La mostra prende spunto dalla situazione venutasi a creare in seguito alla ricomparsa del grande predatore nella nostra regione. L’ultimo orso presente in Svizzera è stato abbattuto nel 1904 in Engadina. Nel 2005 il plantigrado è tornato a battere il suolo svizzero, quando un orso è sconfinato in Val Monastero dal vicino Trentino, dove il progetto di reintroduzione dell’orso “Life Ursus”, avviato nel 1999, ha portato a un notevole aumento della popolazione di orsi fino a quel tempo sopravvissuta nel Parco dell’Adamello Brenta. Da allora ogni anno altri orsi hanno regolarmente fatto la loro comparsa in Engadina, spingendosi anche nelle zone limitrofe, soprattutto esemplari maschi in cerca di nuovi territori.

M13 è arrivato in Valposchiavo nell’estate del 2012 e si è rivelato subito un orso problematico in quanto attraversava centri abitati, assaliva animali da reddito e non dimostrava paura nei confronti dell’uomo. Dopo un anno di permanenza, M13 ha avvicinato due turisti e una ragazza all’interno del paese di Miralago, rendendosi così pericoloso. Secondo quanto prescrive la legge svizzera in questi casi, M13 è stato abbattuto, il 19 febbraio 2013.

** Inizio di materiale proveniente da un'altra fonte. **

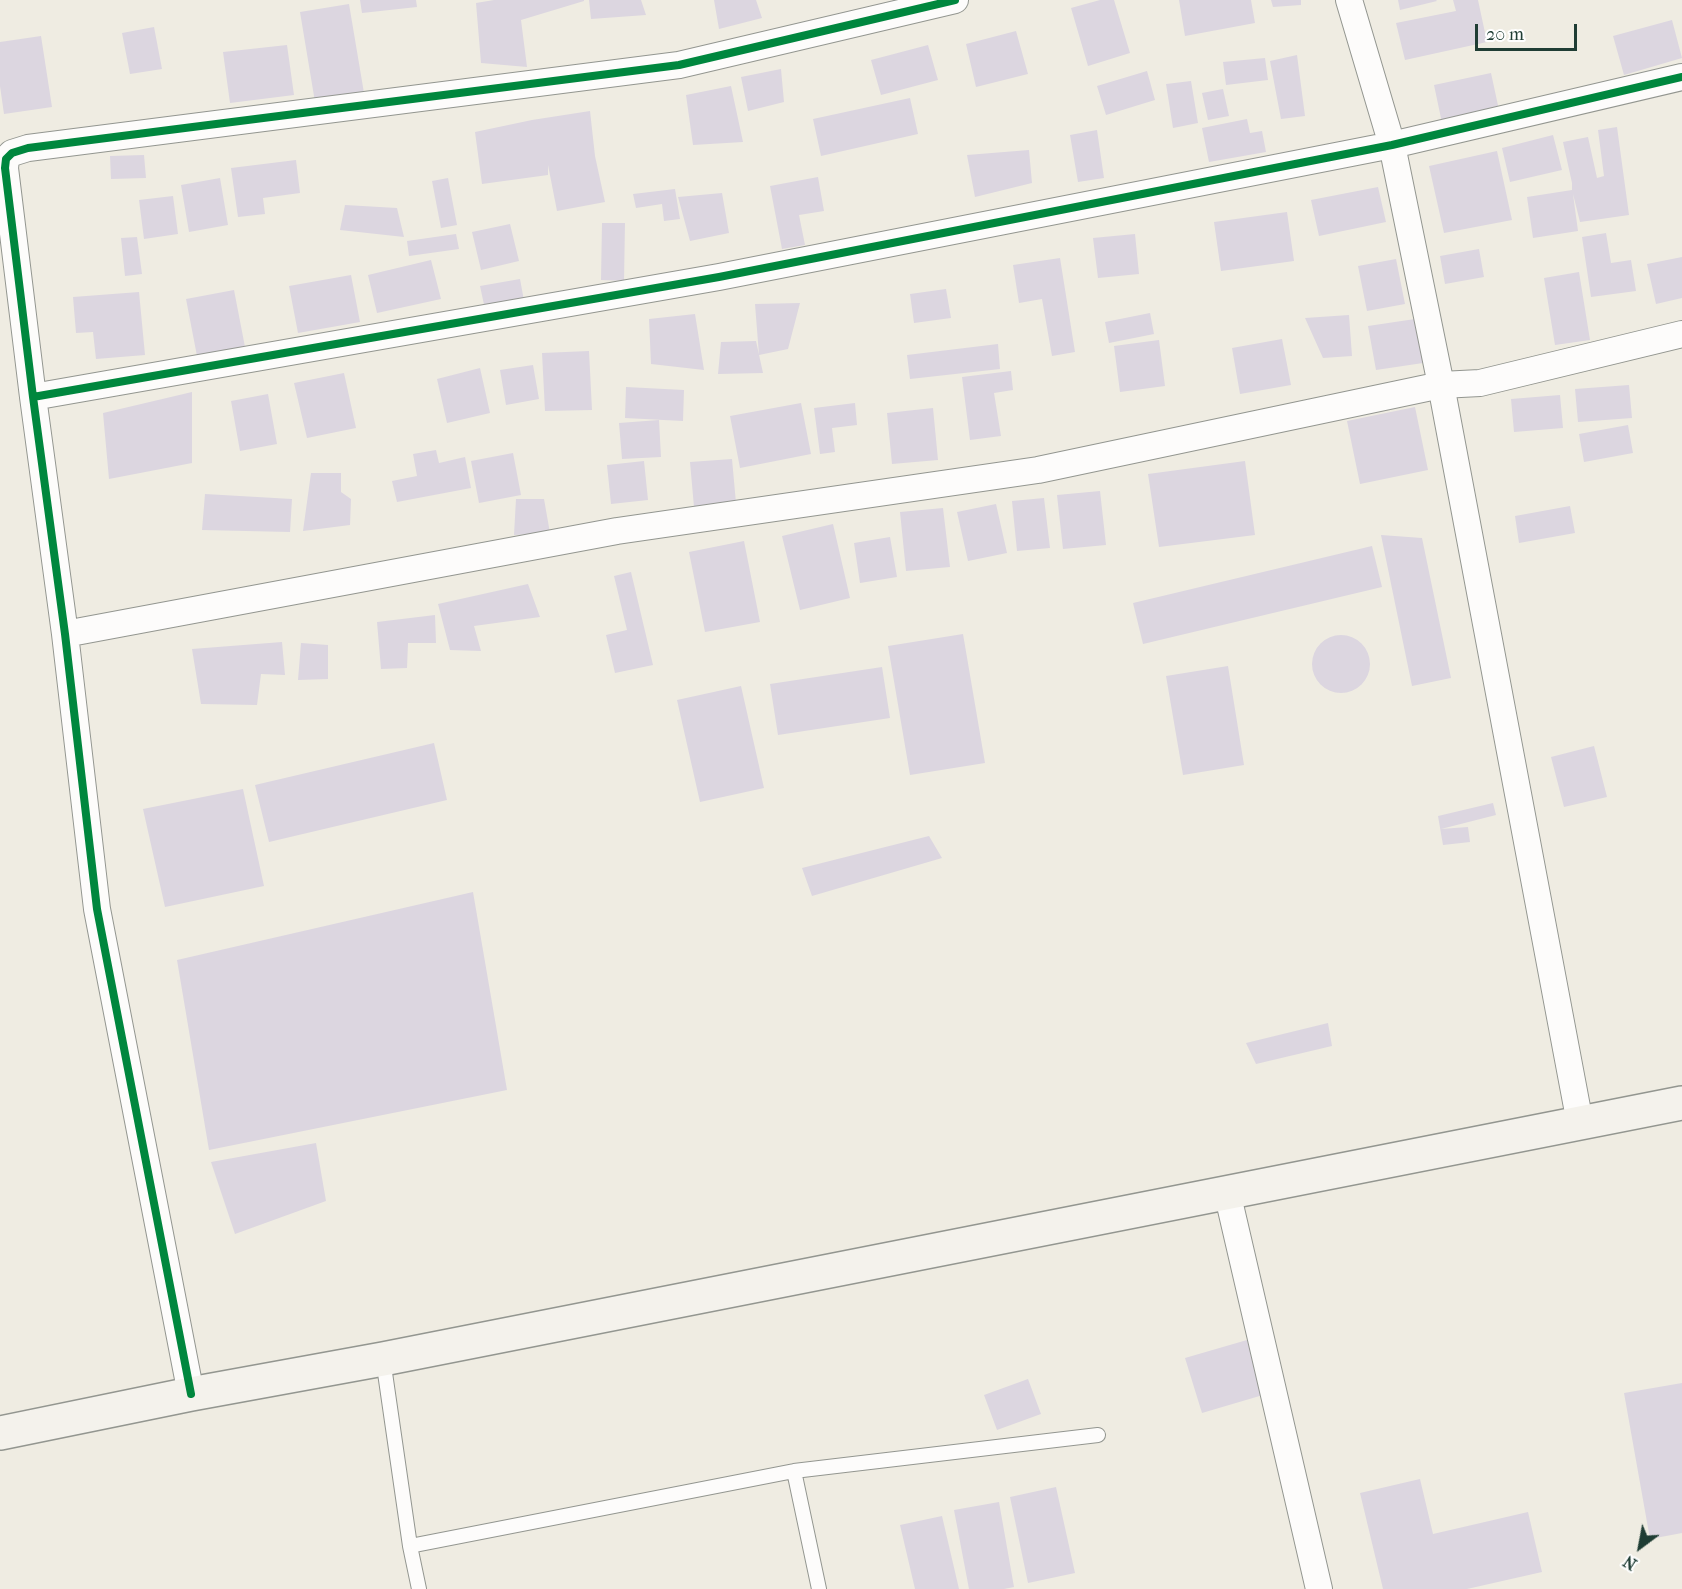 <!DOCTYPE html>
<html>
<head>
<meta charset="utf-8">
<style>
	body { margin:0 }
	#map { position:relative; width:1682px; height:1589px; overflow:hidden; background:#efece2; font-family:"IM FELL French Canon",serif }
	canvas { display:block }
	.north { position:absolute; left:1610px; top:1517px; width:60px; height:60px; -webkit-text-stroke:4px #fff; paint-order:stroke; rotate:212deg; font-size:16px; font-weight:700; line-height:24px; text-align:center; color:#1f3d34 }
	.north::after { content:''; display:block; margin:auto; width:21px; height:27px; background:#1f3d34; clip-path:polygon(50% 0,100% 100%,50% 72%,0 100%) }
	.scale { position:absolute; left:1475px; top:24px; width:102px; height:27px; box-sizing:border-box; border:3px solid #1f3d34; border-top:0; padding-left:8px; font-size:18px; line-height:21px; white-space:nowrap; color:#1f3d34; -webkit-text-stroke:4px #fff; paint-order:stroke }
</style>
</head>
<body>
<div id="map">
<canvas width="1682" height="1589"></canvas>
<div class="north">N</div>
<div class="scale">20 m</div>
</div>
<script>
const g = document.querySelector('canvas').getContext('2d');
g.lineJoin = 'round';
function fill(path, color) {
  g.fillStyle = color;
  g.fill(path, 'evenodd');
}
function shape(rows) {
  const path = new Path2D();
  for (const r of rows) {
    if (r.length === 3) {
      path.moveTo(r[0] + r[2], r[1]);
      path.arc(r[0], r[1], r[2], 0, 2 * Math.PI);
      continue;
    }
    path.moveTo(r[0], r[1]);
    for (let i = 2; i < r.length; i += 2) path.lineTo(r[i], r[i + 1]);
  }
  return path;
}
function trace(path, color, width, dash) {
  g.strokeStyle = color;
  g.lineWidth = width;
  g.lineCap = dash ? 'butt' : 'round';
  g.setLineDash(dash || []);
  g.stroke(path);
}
const building = shape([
	[360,0,416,0,417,7,362,13],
	[494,0,584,0,584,1,521,20,527,67,481,63,476,3],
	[589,0,641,0,646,15,591,19],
	[714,0,756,0,762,18,719,29],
	[1100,0,1114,0,1130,53,1088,66,1071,8],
	[1179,0,1251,0,1255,23,1185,36],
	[1271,0,1301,0,1301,5,1273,7],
	[1398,0,1436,0,1437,1,1400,10],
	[1453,0,1478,0,1487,42,1405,60,1396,23,1456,11],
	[349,4,364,93,315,102,300,12],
	[1672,20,1682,58,1624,75,1613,36],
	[154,27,162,69,130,74,122,33],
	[1016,31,1028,74,976,87,966,44],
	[41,36,52,107,4,114,0,86,0,42],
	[287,45,294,95,230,103,223,52],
	[928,45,938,80,881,95,871,60],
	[1297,55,1305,116,1281,119,1270,61],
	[1265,58,1268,80,1226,85,1223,62],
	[781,69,784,102,748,111,741,77],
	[1147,71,1155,100,1106,115,1097,86],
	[1491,73,1499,110,1442,123,1434,85],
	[1191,81,1198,123,1173,128,1166,84],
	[731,86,743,142,693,145,686,95],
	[1223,89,1229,116,1208,120,1202,93],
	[910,98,918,134,821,156,813,119],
	[590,111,595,156,605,202,557,211,548,165,548,175,482,184,475,132,532,120],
	[1247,119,1250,133,1262,131,1266,152,1209,162,1202,128],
	[1617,127,1629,215,1580,222,1573,194,1578,231,1533,238,1527,197,1572,190,1572,183,1563,142,1588,137,1597,178,1604,176,1598,130],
	[1097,130,1104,178,1078,182,1070,135],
	[1553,135,1562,170,1510,182,1502,148],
	[1029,150,1032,183,975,197,967,155],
	[1497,151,1512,220,1444,233,1429,166],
	[144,155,146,178,111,179,110,156],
	[296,160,300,193,263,198,265,214,238,217,231,168],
	[818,177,824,211,799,215,805,245,782,249,770,186],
	[220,178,228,225,189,232,181,185],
	[448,178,457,225,441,228,432,181],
	[1378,187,1386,222,1319,236,1311,200],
	[675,189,680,219,664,221,662,204,636,208,633,194],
	[722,193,729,233,690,241,678,197],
	[173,196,178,234,144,239,139,200],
	[345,205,397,208,404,237,340,230],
	[1287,212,1294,261,1221,271,1214,222],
	[602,223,625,223,624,281,601,280],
	[510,224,519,261,481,270,472,232],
	[1606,233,1611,263,1631,260,1636,291,1591,297,1582,237],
	[456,234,459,249,409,256,407,241],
	[1135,234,1139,274,1098,278,1093,238],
	[137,237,142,274,125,276,121,238],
	[1479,249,1484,277,1445,284,1440,256],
	[1682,257,1682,298,1656,304,1647,264],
	[1060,258,1075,352,1052,356,1042,299,1019,303,1013,265],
	[1396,259,1405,304,1367,311,1358,266],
	[431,260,441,299,377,313,368,275],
	[1579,272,1590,340,1555,345,1544,278],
	[351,275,360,322,298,333,289,286],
	[520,279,525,306,486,314,480,286],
	[946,289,951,318,914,323,910,294],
	[234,290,245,347,197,356,186,299],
	[139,292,145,355,96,359,93,332,76,333,73,297],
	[800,303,788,349,759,355,755,304],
	[1150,313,1154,334,1109,343,1105,322],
	[695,314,704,370,651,364,649,319],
	[1349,315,1352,356,1323,358,1305,318],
	[1415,319,1423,363,1376,370,1368,326],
	[1282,339,1291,385,1240,394,1232,348],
	[1159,340,1165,386,1120,392,1114,346],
	[756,341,763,373,718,374,721,342],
	[998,344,1000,369,910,379,907,355],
	[589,351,592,410,545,411,542,353],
	[533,365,539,399,506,405,500,370],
	[480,368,490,413,447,423,437,379],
	[1011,371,1013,390,994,393,1001,436,970,440,962,377],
	[344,373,356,428,307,438,294,383],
	[1629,385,1632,418,1578,422,1575,389],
	[626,387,684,390,683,421,625,418],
	[192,392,192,463,109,479,103,413],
	[268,394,277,444,240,451,231,401],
	[1560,395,1563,428,1514,432,1511,399],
	[801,403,811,454,740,468,730,416],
	[855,403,857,425,832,428,835,452,820,454,814,408],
	[1415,407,1428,470,1360,484,1347,421],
	[933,408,938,460,892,464,887,413],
	[659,420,661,457,622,459,619,423],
	[1628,425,1633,453,1584,462,1579,434],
	[436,450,439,463,465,457,471,488,397,502,392,481,417,476,413,454],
	[513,453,521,495,479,503,471,461],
	[732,459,736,503,694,507,690,462],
	[644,461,648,500,611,504,607,465],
	[1245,461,1255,535,1159,547,1148,474],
	[311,473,341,473,341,492,351,499,350,525,303,531],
	[1100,491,1106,545,1063,549,1057,495],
	[205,494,292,499,290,532,202,530],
	[1044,498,1050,548,1017,551,1012,501],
	[516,499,544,499,550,533,514,535],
	[996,504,1007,553,968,561,957,512],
	[1570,506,1575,533,1519,543,1515,516],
	[943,508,950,567,906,571,900,512],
	[833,524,850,598,800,610,782,536],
	[1381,535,1422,538,1451,678,1412,686],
	[890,537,897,577,860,583,854,543],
	[744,541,760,622,705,632,689,552],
	[1372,546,1382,587,1143,644,1133,603],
	[631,572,653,665,615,673,606,635,627,630,614,576],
	[528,584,540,617,474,626,481,651,450,650,438,604],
	[435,615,436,643,408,643,407,668,381,669,377,622],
	[963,634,985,763,910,775,888,646],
	[1341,664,29],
	[282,642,285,675,261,674,257,705,201,704,192,649],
	[301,643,328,645,328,679,298,680],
	[1228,666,1244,765,1183,775,1166,676],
	[882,667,890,718,778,735,770,684],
	[741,686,764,788,700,802,677,700],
	[434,743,447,800,269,842,255,785],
	[1594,746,1607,797,1564,807,1551,757],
	[243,789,264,886,165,907,143,809],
	[1493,803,1496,815,1441,829,1468,827,1470,842,1443,845,1438,816],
	[929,836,942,858,812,896,802,868],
	[473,892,507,1090,209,1150,177,960],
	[1328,1023,1332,1046,1256,1064,1246,1043],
	[316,1143,326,1201,235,1234,211,1162],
	[1247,1340,1263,1395,1202,1413,1185,1358],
	[1028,1379,1041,1414,997,1430,984,1395],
	[1682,1383,1682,1533,1650,1539,1624,1393],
	[1420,1479,1433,1534,1528,1512,1542,1572,1467,1589,1383,1589,1360,1493],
	[1056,1487,1075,1573,1028,1583,1010,1497],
	[999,1502,1014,1587,1004,1589,969,1589,954,1510],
	[942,1516,959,1589,915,1589,900,1525]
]);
const service = shape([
	[383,1359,410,1546,419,1589],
	[794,1471,819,1589],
	[410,1546,794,1471,1098,1435]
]);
const minor = shape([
	[1349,0,1392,145,1441,385,1580,1123],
	[33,397,719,277,1392,145,1682,77],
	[65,634,617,531,1038,470,1441,385,1480,383,1682,334],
	[1227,1192,1319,1589],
	[191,1394,97,909,65,634,33,397,5,168,6,159,12,153,28,148,679,65,955,0]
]);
const secondary = shape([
	[0,1433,191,1394,383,1359,1682,1103]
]);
const cycleway = shape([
	[33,397,719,277,1392,145,1682,77],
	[191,1394,97,909,65,634,33,397,5,168,6,159,12,153,28,148,679,65,955,0]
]);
fill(building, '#dcd6e0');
trace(service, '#939690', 16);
trace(minor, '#939690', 28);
trace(secondary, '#939690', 36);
trace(service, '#fdfcfb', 14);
trace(minor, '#fdfcfb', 26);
trace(secondary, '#f4f2ec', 33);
trace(cycleway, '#00873e', 8);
</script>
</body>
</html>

Il ritorno dell’orso ha scatenato fra l’opinione pubblica un acceso dibattito a livello locale, Oltralpe e in Italia. È possibile oggigiorno condividere il nostro territorio con un animale che è autoctono, ma che è percepito dall’uomo come un rivale e un pericolo?

La mostra suddivisa in sei sezioni
La mostra parte proprio da questa domanda: una convivenza possibile? Interrogativo al quale il Museo volutamente non dà risposta. Non entra nel merito della discussione; non è il suo compito. Attraverso il percorso espositivo, invece, fornisce stimoli e informazioni affinché il visitatore possa approfondire le proprie conoscenze, scoprire l’ampio contesto in cui la domanda si situa e fare le proprie riflessioni.

La mostra dunque parte dal presente, mostrando le misure di protezione che la Valposchiavo ha dovuto adottare. Ma l’orso era di casa in Valposchiavo anche in passato: una sezione è dedicata alla storia della presenza in valle del plantigrado: toponimi, documenti comunali, libri delle taglie ecc. ne attestano l’interazione con la popolazione fin dal Seicento, e prima ancora. Già ai tempi l’orso costituiva una minaccia per l’uomo e soprattutto un pericolo per gli animali da reddito, spesso l’unica fonte di sostentamento, assieme alla terra, per molte famiglie. La caccia era dunque legale e col tempo ha contribuito a portare all’estinzione del grande predatore. L’ultimo orso in Valposchiavo è stato ucciso nel 1889.

Una parte della mostra scandaglia i motivi che hanno portato al ritorno dell’orso in Svizzera, in particolare il già citato progetto “Life Ursus”, e propone una carrellata di tutti gli orsi comparsi finora. Ampio spazio è dedicato a M13, ai suoi spostamenti e al suo comportamento, che tanto hanno scombussolato la vita in Valposchiavo. Per conoscere meglio il soggetto a cui si è confrontati, una sezione è dedicata alla presentazione dell’orso come animale, in particolare alle sue caratteristiche fisiche e comportamentali. Un’ultima sezione segue le tracce dell’orso alla scoperta di ulteriori informazioni, confronti, curiosità sul plantigrado.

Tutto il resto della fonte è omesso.